A potential breach of health data occurred at MidMichigan Medical Center (MMC) in Alpena. On November 18, 2017, a MMC cardiologist, Dr. Christopher Walls, took out patient files from the cardiology office without proper authorization. He put the files in his vehicle and drove away. While on 12th Avenue Chisholm Street, the storage container dropped because it was not secured properly. The contents spilled on the ground and then the wind started blowing the documents round the street.
Some people picked up the documents and notified the hospital regarding the documents containing sensitive personal info scattered in the street. The hospital called for help from law enforcement to collect all the documents.

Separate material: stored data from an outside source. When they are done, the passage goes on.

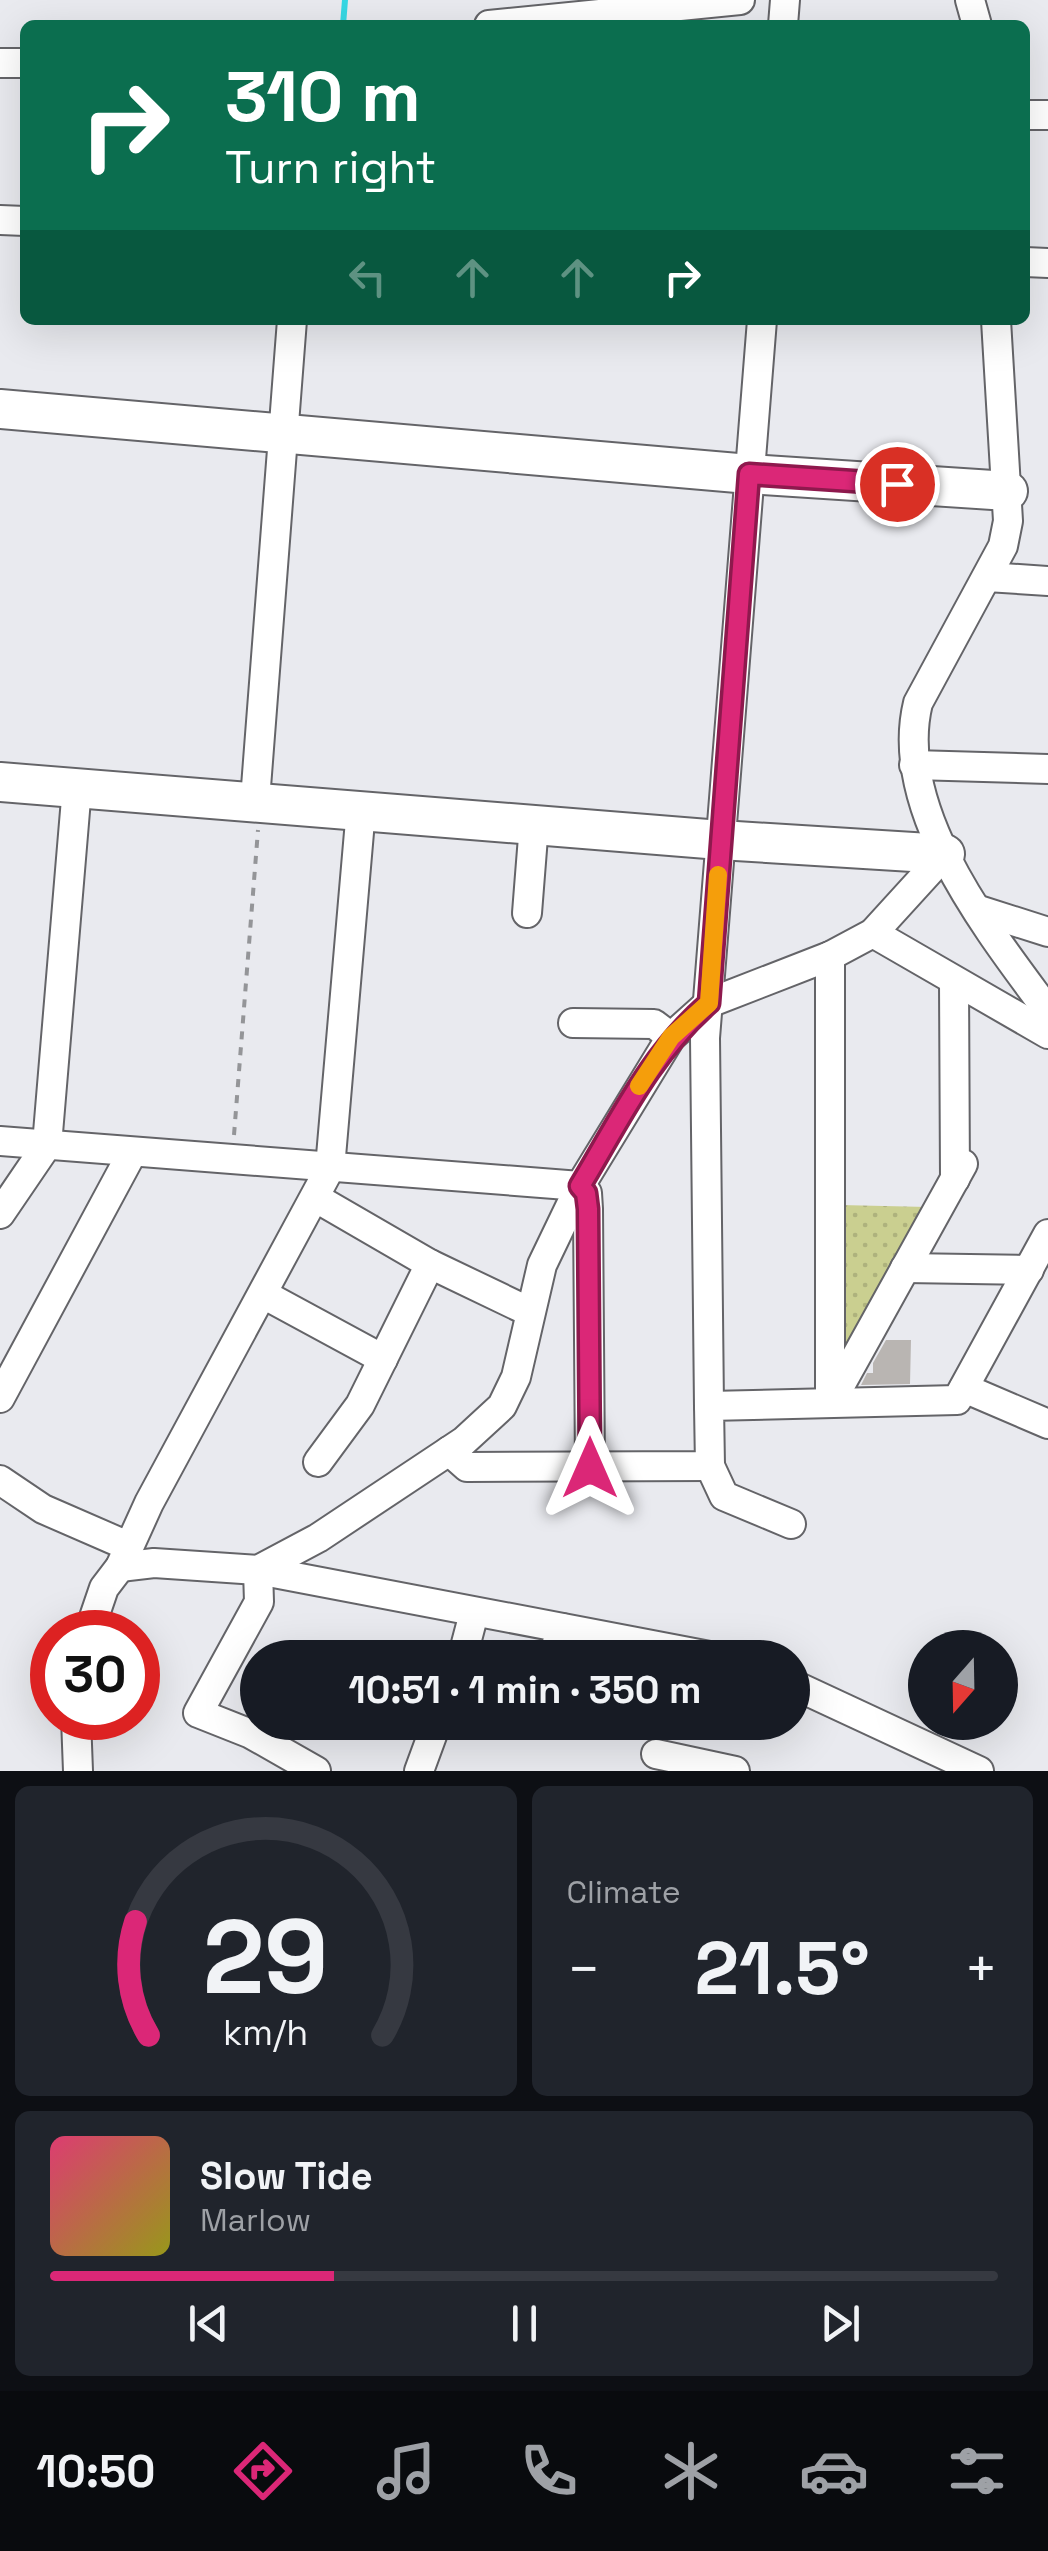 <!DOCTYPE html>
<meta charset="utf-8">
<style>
body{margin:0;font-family:"Space Grotesk",sans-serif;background:#20242c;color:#f1f3f6;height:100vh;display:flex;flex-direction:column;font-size:38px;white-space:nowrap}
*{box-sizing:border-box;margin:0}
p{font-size:32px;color:#9ea1a6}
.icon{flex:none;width:55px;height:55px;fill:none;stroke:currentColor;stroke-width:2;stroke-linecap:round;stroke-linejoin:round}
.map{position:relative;height:1771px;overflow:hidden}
.side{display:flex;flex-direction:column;gap:15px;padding:15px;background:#0d0f14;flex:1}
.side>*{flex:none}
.hud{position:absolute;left:20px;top:20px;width:1010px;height:305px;border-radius:15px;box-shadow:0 10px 40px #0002;background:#0b6e4f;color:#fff;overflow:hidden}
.needle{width:65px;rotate:200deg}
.buttons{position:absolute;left:908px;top:1630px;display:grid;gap:20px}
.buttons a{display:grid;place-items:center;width:110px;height:110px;border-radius:50%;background:#171b24;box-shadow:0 10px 40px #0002;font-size:50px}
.speed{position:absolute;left:30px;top:1610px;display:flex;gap:20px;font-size:50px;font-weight:700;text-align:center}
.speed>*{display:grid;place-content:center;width:130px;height:130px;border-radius:50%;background:#171b24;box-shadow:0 10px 40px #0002;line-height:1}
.speed .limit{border:15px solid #d22;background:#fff;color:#111}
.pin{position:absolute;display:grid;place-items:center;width:85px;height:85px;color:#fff;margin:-42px;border:5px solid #fff;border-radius:50%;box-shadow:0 2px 10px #0007}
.me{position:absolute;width:110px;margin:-55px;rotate:0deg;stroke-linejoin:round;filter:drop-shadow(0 0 8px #0008)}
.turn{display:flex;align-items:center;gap:35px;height:210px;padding:0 40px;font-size:45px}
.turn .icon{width:130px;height:130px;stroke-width:2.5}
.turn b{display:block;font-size:70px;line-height:85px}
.lanes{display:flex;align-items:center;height:95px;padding:0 40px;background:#0003;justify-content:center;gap:50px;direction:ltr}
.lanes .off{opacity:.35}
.big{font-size:75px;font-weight:700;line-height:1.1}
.side .tile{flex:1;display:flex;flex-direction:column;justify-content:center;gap:15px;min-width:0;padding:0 35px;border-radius:15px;background:#20242c}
.side .dial{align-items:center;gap:0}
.dial svg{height:260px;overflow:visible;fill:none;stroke:#363941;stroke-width:7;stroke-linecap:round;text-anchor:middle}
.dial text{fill:#f1f3f6;stroke:none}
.song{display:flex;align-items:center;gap:30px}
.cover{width:120px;height:120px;border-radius:15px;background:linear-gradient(135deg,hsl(340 70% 55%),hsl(60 70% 35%))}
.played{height:10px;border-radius:5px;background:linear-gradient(90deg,#db2777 30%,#363941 30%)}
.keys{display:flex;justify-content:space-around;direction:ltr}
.heat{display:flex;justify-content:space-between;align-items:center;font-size:55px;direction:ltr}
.side .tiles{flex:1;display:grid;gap:15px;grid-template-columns:1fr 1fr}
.tile:last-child{grid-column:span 2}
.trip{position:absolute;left:240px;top:1640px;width:570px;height:100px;border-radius:50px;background:#171b24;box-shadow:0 10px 40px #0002;font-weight:700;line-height:100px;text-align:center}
.tabs{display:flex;height:160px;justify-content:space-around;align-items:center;background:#090b0e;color:#9ea1a6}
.tabs .icon{width:70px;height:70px}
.tabs .on{color:#db2777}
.tabs b{font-size:45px;color:#f1f3f6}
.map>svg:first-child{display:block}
</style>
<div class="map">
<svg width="1048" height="1771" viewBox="0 0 1048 1771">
<defs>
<pattern id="green-dots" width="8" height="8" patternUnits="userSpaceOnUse" patternTransform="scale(2.5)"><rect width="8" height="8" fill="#cacf90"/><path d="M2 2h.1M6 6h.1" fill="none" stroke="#aeb27d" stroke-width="1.8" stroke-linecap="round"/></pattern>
</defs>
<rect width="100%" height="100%" fill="#e9eaef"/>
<!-- green -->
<path fill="url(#green-dots)" d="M840,1205l88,2 -79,140h-10z"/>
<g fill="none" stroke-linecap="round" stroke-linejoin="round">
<!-- stream -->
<path stroke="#36d8e4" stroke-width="6" d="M343,25l2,-25"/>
</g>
<!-- building -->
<path fill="#b9b5b2" d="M886,1340h25l-1,44 -49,1 6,-12h6v-10z"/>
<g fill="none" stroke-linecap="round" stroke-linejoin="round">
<defs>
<g id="street">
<path d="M970,0l7,25"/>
<path d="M489,25l251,-25"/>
<path d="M783,25l2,-25"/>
<path d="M0,63h25"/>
<path d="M1025,115h23"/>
<path d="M0,220l25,1"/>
<path d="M1025,262l23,1"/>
<path d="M996,320l12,201 -5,25 -85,157c-26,106 70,227 130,308"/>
<path d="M987,577l61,4"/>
<path d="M914,765l134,4"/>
<path d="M255,800l37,-480"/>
<path d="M979,910l69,22"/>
<path d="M527,913l7,-89"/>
<path d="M873,933l175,101"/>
<path d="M954,982l1,197"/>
<path d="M573,1023l81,1 17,13"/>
<path d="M0,1141l580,45"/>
<path d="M580,1186l7,7 1,16 2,259"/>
<path d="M316,1198l114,66 98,47"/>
<path d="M0,1214l47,-69 30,-358"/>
<path d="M905,1268l124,2"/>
<path d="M263,1294l120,65"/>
<path d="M964,1388l84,36"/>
<path d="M0,1398l132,-245"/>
<path d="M831,1402l132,-238"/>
<path d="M830,1403v-447"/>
<path d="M709,1406l-4,-368 57,-718"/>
<path d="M449,1451l18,16 243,-1 -1,-60 248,-6 91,-166"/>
<path d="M318,1462l42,-57 70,-141"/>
<path d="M710,1466l14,30 67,28"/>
<path d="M0,1480l43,29 85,37"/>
<path d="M120,1567l34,-4 104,7 462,88"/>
<path d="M258,1570l60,-32 146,-97 38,-35 14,-29 26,-112 38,-79 91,-149 38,-34 121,-47 43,-23 72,-79"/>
<path d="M258,1570l1,32 -61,111 53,21 65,37"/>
<path d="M89,1632l15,-44 16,-21 29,-64 181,-335 31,-359"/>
<path d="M457,1658l7,-7 10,-38"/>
<path d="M552,1658l10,-30"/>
<path d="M792,1684l187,87"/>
<path d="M76,1718l2,53"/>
<path d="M701,1724l1,-2"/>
<path d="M656,1754l79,17"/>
<path d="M419,1771l18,-49"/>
</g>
<g id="secondary">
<path d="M0,409l749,65 259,17"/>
<path d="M0,782l720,58 225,14"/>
</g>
</defs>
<!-- street casing -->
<use href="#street" stroke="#646468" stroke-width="32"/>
<!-- secondary casing -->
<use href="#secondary" stroke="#646468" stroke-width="42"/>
<!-- path -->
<path stroke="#949598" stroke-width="4" stroke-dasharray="8 8" stroke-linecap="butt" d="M234,1135l24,-305"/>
<!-- street -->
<use href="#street" stroke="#fff" stroke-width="28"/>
<!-- secondary -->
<use href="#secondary" stroke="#fff" stroke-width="38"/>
</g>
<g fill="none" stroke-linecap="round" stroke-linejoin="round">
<defs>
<path id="route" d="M590,1468l-2,-259 -2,-16 -6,-7c41,-68 69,-130 129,-183l40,-529 148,10"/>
</defs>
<!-- route casing -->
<use href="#route" stroke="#8e194d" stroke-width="25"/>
<!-- route -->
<use href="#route" stroke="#db2777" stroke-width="18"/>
<!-- slow -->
<path stroke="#f59e0b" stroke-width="18" d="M639,1086l32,-49 38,-34 9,-128"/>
</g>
</svg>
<div class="buttons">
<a><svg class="needle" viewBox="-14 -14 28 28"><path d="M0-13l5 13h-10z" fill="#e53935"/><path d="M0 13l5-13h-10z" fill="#9ea1a6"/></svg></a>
</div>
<div class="speed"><div class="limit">30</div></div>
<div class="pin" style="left:897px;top:484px;background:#d93025"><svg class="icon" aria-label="arrive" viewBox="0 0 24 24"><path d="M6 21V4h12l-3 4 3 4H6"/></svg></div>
<svg class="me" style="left:590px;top:1468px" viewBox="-20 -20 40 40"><path d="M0-17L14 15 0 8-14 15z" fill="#db2777" stroke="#fff" stroke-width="4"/></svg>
<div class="trip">10:51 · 1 min · 350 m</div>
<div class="hud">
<div class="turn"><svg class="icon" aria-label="right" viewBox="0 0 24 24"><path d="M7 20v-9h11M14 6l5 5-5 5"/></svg><div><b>310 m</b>Turn right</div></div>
<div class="lanes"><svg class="icon off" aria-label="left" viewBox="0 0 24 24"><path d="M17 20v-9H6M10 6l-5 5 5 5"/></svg><svg class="icon off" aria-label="ahead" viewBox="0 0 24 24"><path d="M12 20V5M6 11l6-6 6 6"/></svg><svg class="icon off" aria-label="ahead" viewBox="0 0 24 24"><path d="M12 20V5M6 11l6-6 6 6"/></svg><svg class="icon" aria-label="right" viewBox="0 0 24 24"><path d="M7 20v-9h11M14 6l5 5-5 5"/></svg></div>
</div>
</div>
<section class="side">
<div class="tiles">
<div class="tile dial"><svg viewBox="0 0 100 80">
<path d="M14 69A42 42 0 1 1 86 69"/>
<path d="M14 69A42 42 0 0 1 10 34" stroke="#db2777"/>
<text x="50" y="56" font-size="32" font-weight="700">29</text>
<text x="50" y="72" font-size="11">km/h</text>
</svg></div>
<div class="tile"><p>Climate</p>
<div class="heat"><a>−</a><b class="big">21.5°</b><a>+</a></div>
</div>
<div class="tile">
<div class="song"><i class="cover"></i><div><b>Slow Tide</b><p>Marlow</p></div></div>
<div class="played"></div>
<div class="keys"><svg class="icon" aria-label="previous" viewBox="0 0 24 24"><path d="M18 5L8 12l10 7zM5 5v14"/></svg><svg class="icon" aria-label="pause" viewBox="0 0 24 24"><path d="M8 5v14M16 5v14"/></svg><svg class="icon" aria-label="next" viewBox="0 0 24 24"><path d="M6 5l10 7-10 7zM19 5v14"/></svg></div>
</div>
</div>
</section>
<nav class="tabs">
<b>10:50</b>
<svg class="icon on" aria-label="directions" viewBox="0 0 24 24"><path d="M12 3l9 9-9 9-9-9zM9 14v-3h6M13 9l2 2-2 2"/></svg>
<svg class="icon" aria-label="music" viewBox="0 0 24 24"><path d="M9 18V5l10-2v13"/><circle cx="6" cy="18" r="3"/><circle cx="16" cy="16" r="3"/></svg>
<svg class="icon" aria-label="phone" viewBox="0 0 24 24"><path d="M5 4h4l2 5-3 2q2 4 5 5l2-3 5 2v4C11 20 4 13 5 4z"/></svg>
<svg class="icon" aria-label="climate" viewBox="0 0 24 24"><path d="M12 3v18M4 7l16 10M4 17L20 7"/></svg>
<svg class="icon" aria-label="car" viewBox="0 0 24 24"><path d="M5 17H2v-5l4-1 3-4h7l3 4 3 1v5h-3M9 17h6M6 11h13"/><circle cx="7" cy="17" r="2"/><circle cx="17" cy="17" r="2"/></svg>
<svg class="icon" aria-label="filters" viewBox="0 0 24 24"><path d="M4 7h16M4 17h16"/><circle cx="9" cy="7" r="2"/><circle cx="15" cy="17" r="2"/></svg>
</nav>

After the incident, Dr. Richard Bates, VP of Medical Affairs at MMC, announced that all documents are believed to have been retrieved, so there’s little risk to patients. Still, about 1,900 patients received notification of the potential breach because it’s not confirmed that all documents had been recovered. Information that was stolen included names, addresses, Social Security numbers and clinical data. The affected patients were also offered free identity theft protection services.
It is unknown why Dr. Christopher Walls took the files from the office. But for doing so, he violated hospital policies and so MMC considered him no longer working at MMC. Dr. Richard Bates also stated that their patients’ privacy is important to them and they take the responsibility to protect them seriously. The hospital has processes and procedures in place to identify breaches and protect patients’ PHI.